Various factors affecting the coloring and bleaching processes of LixWO3 films have been studied. The rate of the coloring process is limited by the decreasing electromotive force in the LixWO3 film and by the components of the series circuit resistance, including the electrolyte resistance and the diffusion impedance within the film. The bleaching process in a thick film is limited by either the space charge or by the diffusion impedance, depending on the experimental conditions. A more complete and quantitative model of the coloring/bleaching process has been developed and shows good agreement with experimental results. Our analysis also indicates that the lithium concentration value of x near the LixWO3/electrolyte interface can greatly exceed its reversible limit during the coloring process, even though the average x value within the film remains much lower than the reversible limit. This phenomenon may introduce some irreversible structural changes in the film, which in turn may constitute one of the film's degradation mechanisms.

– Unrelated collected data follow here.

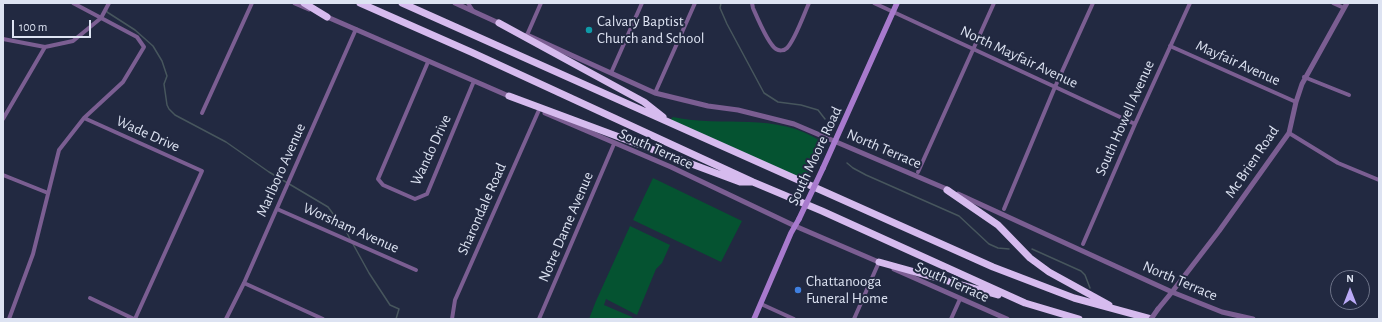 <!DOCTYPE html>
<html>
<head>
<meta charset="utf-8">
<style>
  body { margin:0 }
  #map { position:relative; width:1382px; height:322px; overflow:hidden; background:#222941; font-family:"Alegreya Sans",sans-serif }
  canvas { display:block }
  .frame { position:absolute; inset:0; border:4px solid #dde3f2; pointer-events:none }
  .north { position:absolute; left:1330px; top:270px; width:40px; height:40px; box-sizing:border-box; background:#222941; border:1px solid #6d7388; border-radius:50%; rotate:0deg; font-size:11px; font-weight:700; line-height:16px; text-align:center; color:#dde3f2 }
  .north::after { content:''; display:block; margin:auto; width:14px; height:18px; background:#bbaaf6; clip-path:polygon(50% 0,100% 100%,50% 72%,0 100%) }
  .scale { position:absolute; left:12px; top:20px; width:79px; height:18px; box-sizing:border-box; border:2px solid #dde3f2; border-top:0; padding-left:5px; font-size:12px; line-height:14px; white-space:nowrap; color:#dde3f2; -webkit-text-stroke:3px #222941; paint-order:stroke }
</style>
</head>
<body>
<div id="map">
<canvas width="1382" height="322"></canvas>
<div class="frame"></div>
<div class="north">N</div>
<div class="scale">100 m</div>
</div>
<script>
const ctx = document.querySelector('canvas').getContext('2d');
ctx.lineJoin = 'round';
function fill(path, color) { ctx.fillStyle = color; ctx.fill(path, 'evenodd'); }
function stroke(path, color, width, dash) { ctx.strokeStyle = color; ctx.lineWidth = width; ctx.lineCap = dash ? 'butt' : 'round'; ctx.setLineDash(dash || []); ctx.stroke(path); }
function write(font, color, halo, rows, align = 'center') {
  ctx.font = font + ' "Alegreya Sans",sans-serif'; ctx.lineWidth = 4; ctx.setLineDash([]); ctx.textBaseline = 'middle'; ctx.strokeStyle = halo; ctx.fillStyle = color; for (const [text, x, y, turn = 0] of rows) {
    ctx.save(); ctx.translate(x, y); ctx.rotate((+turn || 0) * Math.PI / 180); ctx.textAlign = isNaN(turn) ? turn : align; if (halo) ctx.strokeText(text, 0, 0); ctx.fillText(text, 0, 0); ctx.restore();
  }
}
fill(new Path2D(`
  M673,117c50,11 103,-6 149,25l-17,38 -134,-60v-1z
  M653,178l89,43 -21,41 -88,-42z
  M630,226l40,19 -8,18 -6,6 -19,46 -31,-16 -2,6 28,12 1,2h-44l7,-18z`), '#055331');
stroke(new Path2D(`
  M721,3l-1,5 7,16 37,69 14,9 23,3 17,5 7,9
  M107,11v1l28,18 18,16 9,15 5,15 -3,8 3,21 2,4 6,6 51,27 43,30 59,35 18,24 4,8
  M847,163l6,5 13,7 93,41 30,28 9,4 11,1
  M353,244l16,29 21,32 9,4 -3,10
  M1032,249l49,22 4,4 5,13`), '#47565d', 1.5);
stroke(new Path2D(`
  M468,3l5,8
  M752,3l1,5c4,9 15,36 23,41 3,2 8,2 11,-1 8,-8 17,-34 22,-45
  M874,3l261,121
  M1333,3l11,5
  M527,35l14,-32
  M3,39l42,8
  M1170,46l126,56
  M428,62l-50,117 5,6 32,14 12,-5 47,-113
  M611,73l31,-70
  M1304,77l45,18
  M655,93l40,-90
  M202,113l50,-110
  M84,118l118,53 -67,148
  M3,119l42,-72 28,-6 28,-23 8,-15
  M1289,133l49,30 41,17
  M918,172l76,-169
  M3,175l45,18
  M277,209l139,61
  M1004,209l51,-122 38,-84
  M1083,244l52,-120 55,-121
  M244,283l79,36
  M90,298l44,21
  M761,304l33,15
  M9,319l24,-65 26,-104 25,-32 39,-36 21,-35 -7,-10 -64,-34
  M226,319l18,-36 112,-254
  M452,319l3,-19 84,-190
  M539,319l75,-175
  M854,319l25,-57
  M951,319l9,-20`), '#7b5e92', 4);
stroke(new Path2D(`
  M295,3l14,6
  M455,3l46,21
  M325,16l186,81
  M527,35l128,58 53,13 30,4 56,14 155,66
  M545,113l126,54 124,59 86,37
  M958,194l214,98 50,20 31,7
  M894,269l113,50
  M1158,309l14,-17 47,-61 70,-98 7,-31 6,-18 45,-81`), '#7b5e92', 5);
stroke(new Path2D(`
  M823,168l74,-165
  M754,319l37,-86 8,-14`), '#a87acd', 5.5);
stroke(new Path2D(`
  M304,3l23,14
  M360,3l111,49 282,130 69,29 161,73 42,19 54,16
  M402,3l591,264 81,31 77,21
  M499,23l145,79 19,15
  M509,96l231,86h11
  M947,190l51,35 32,33 19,14 60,33
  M879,262l119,33`), '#d6bbee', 7);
stroke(new Path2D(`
  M1151,319l7,-10`), '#7b5e92', 5);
stroke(new Path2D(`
  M799,219l24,-51`), '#a87acd', 5.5);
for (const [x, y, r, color] of [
  [589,30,4,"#0f9aa8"],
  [798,290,4,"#3f7fe0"]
]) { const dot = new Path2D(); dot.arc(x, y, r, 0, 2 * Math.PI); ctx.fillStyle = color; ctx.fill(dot); stroke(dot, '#222941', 1.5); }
write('15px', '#dde3f2', '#222941', [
  ["Calvary Baptist",597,21],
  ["Church and School",597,38],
  ["Chattanooga",806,281],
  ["Funeral Home",806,298]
], 'left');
write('15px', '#dde3f2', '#222941', [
  ["North Mayfair Avenue",1019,57,25],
  ["Mayfair Avenue",1238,63,24],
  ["South Howell Avenue",1125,118,-66],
  ["Wade Drive",148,134,24],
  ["South Terrace",656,149,24],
  ["North Terrace",884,149,23],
  ["Wando Drive",431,150,-65],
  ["South Moore Road",815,156,-65],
  ["Mc Brien Road",1252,162,-56],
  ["Marlboro Avenue",281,170,-66],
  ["Sharondale Road",482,209,-66],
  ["Notre Dame Avenue",566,227,-67],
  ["Worsham Avenue",351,228,24],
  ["North Terrace",1180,281,23],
  ["South Terrace",952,282,24]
]);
</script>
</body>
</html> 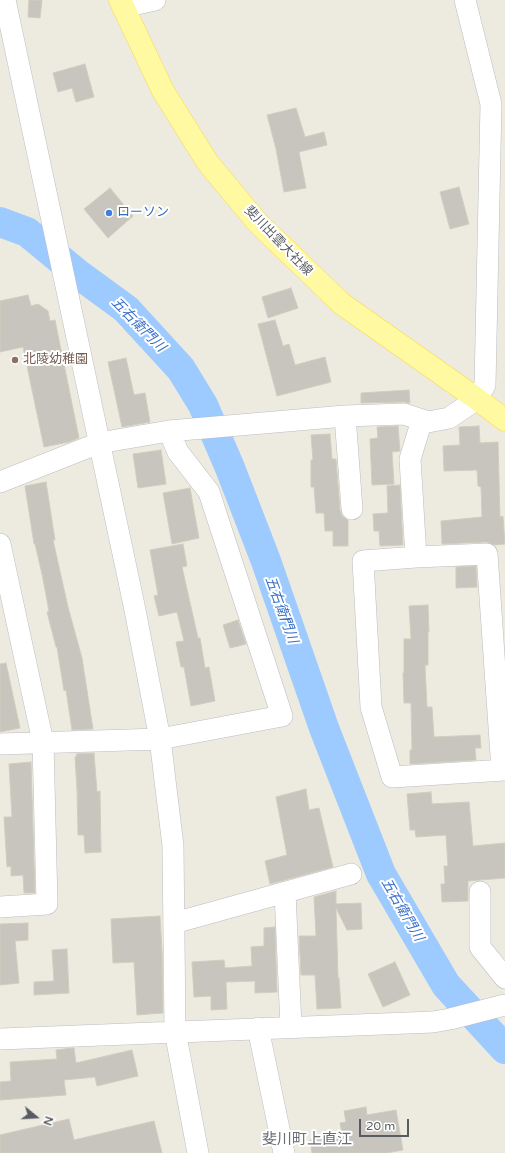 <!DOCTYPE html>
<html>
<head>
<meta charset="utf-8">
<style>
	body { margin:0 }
	#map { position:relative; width:505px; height:1153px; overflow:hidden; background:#edebdf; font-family:"Varela Round",sans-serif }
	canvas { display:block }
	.north { position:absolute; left:16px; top:1097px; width:40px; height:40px; -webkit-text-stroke:3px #fff; paint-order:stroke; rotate:108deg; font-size:11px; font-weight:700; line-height:16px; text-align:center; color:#585c61 }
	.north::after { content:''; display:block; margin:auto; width:14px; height:18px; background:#585c61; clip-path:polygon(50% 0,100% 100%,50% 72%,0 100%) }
	.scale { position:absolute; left:359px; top:1119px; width:50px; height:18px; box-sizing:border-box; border:2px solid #585c61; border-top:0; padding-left:5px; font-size:12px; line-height:14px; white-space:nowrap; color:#585c61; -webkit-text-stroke:3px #fff; paint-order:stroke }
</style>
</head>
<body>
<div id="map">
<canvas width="505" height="1153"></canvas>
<div class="north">N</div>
<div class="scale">20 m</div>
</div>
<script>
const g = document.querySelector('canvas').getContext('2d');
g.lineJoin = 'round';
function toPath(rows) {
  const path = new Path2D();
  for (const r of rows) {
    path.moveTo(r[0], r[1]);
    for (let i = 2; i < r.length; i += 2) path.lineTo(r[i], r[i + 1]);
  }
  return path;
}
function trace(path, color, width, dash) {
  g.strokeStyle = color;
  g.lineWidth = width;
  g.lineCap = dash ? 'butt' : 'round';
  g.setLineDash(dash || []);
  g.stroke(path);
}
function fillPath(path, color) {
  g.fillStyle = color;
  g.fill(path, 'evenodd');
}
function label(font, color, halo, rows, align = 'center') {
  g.font = font + ' "Varela Round","Noto Sans JP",sans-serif';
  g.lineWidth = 4;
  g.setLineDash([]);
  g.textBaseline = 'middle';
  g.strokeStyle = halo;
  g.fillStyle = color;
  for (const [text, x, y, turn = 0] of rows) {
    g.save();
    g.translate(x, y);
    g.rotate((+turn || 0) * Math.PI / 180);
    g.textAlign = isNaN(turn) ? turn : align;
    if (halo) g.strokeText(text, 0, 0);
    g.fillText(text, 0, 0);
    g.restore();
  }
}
trace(toPath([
	[0,222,27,232,78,274,126,309,181,369,203,405,230,468,266,561,324,728,381,874,446,985,505,1049]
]), '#9dcaff', 30);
const building = toPath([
	[29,0,42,0,40,18,28,17,29,0],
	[85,64,94,97,76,102,72,88,58,92,53,73,85,64],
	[296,108,305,137,324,132,327,145,299,152,306,188,284,192,276,149,267,115,296,108],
	[459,187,469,224,450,229,440,192,459,187],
	[110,188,133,216,108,238,84,209,110,188],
	[291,288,298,308,268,318,262,297,291,288],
	[28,295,31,306,38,304,48,311,50,321,55,320,79,438,69,442,44,447,23,347,0,352,0,301,28,295],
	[275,320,283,346,289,344,295,365,325,357,331,382,277,396,258,324,275,320],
	[126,358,134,395,145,393,150,422,122,427,108,362,126,358],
	[409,390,410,403,404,402,361,403,361,393,409,390],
	[398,426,400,451,392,452,394,484,372,485,370,439,378,438,377,427,398,426],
	[479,426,480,443,498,442,500,517,503,516,505,544,494,545,486,542,442,544,441,521,482,517,481,487,478,486,477,470,444,471,443,446,460,445,459,427,479,426],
	[330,434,332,459,336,459,340,510,342,516,348,520,348,546,333,546,333,531,325,531,324,513,316,513,314,487,311,487,311,460,313,460,311,435,330,434],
	[161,450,166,484,138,488,133,454,161,450],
	[46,482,55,540,53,540,68,607,82,658,93,729,72,730,66,690,64,691,57,647,56,647,47,612,49,611,42,574,35,544,34,544,25,486,46,482],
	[400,485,403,545,380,546,379,531,374,531,373,514,388,513,387,486,400,485],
	[190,488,199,538,172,544,163,493,190,488],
	[183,544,187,566,182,567,198,638,200,638,205,668,209,667,215,701,191,706,184,667,181,667,176,642,184,641,177,612,159,616,154,596,158,595,150,550,183,544],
	[476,566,477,587,456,588,456,567,476,566],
	[428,605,429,632,428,632,428,665,425,665,427,707,432,707,434,737,480,735,481,748,475,748,476,760,410,764,410,750,412,750,411,703,404,703,403,673,404,673,404,639,411,639,409,606,428,605],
	[238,620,246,644,230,648,223,625,238,620],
	[6,663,20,728,0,732,0,664,6,663],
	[94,753,97,792,100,791,101,852,85,853,84,835,78,835,77,790,75,757,77,756,76,754,94,753],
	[31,762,35,893,24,893,23,875,11,876,11,866,7,867,4,817,12,817,9,764,31,762],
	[306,789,309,810,319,808,333,867,270,884,265,861,287,855,276,797,306,789],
	[431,792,432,804,469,802,473,846,505,843,505,878,468,881,468,901,442,902,441,884,445,884,444,866,448,866,446,835,416,837,415,830,410,830,407,794,431,792],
	[336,891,336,904,361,903,362,929,347,930,336,908,338,978,339,978,341,1008,317,1009,315,975,301,975,299,936,316,936,314,897,336,891],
	[160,916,162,950,163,1013,137,1015,134,962,113,963,111,919,160,916],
	[28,923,28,940,15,941,19,983,0,985,0,924,28,923],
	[275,927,277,992,255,993,255,981,226,982,227,1009,211,1010,211,996,194,997,192,962,224,960,225,968,252,966,251,947,264,946,264,928,275,927],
	[67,949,69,993,34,995,34,982,54,981,52,950,67,949],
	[395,962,410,995,383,1007,368,974,395,962],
	[72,1048,74,1048,76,1063,132,1050,138,1076,97,1086,95,1077,64,1080,66,1095,0,1100,0,1082,11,1081,10,1062,57,1059,56,1050,72,1048],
	[366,1107,367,1115,396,1110,403,1150,386,1153,312,1153,310,1140,342,1134,340,1123,346,1122,344,1111,366,1107],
	[69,1119,74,1140,154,1121,162,1153,0,1153,0,1135,69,1119]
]);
fillPath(building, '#c7c5bd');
trace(building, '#d1cdbe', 1);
const minor = toPath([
	[5,0,134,605,160,739,173,846,175,1031,198,1153],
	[123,7,155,0],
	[345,416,352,509],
	[422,420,410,459,416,557,363,561,371,707,392,777,505,770],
	[0,482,99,443,169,431,345,416,404,414,428,422,449,418,477,399,485,385,491,104,465,0],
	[0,544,43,742,47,904,0,907],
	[416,557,487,554,502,770],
	[0,744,160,739,282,716,209,492,178,452,169,431],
	[285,892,291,1027],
	[480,892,480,947,505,978],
	[174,923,351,874],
	[258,1028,284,1153],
	[0,1039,433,1022,450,1019,505,1005]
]);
const major = toPath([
	[120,0,163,91,208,163,258,223,342,304,477,399,505,420]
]);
trace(minor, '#babcc2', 22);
trace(major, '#f8d94d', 23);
trace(minor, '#fff', 21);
trace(major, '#fff9a2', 22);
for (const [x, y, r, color] of [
	[109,213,4,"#3f7fe0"],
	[15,360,4,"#8d6e63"]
]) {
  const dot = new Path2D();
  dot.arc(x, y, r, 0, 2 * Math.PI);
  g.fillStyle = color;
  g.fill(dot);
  trace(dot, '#fff', 1.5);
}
label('13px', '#366cbe', '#fff', [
	["ローソン",117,213]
], 'left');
label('13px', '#585c61', '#fff', [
	["斐川出雲大社線",278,241,46]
]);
label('13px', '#785e54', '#fff', [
	["北陵幼稚園",23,360]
], 'left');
label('italic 14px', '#3b71c7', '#fff', [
	["五右衛門川",138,325,45],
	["五右衛門川",281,610,70],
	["五右衛門川",402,910,60]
]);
label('15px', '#696d74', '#fff', [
	["斐川町上直江",307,1140]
]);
</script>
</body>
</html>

The chemical diffusion coefficients of lithium ions in LixWO3 films were investigated as a function of lithium concentration and film porosity. Thin films were deposited with different porosities by thermal evaporation of WO3 powder in various partial water pressures. Our results indicate that diffusion coefficients increase with film porosity and decrease with increasing lithium concentration. Large diffusion coefficients that were found for small lithium concentrations appear to be due to the contribution of protons generated from ion exchange reactions between lithium and water incorporated in the film. Simultaneous electrical and in situ optical measurements were carried out to study the effect of porosity on the electrochromic properties of LixWO3. The coloring efficiency of porous WO3 films increases by approximately 70% when deposited in partial water pressure of 10−4 Torr, but decreases with further increments in water pressure.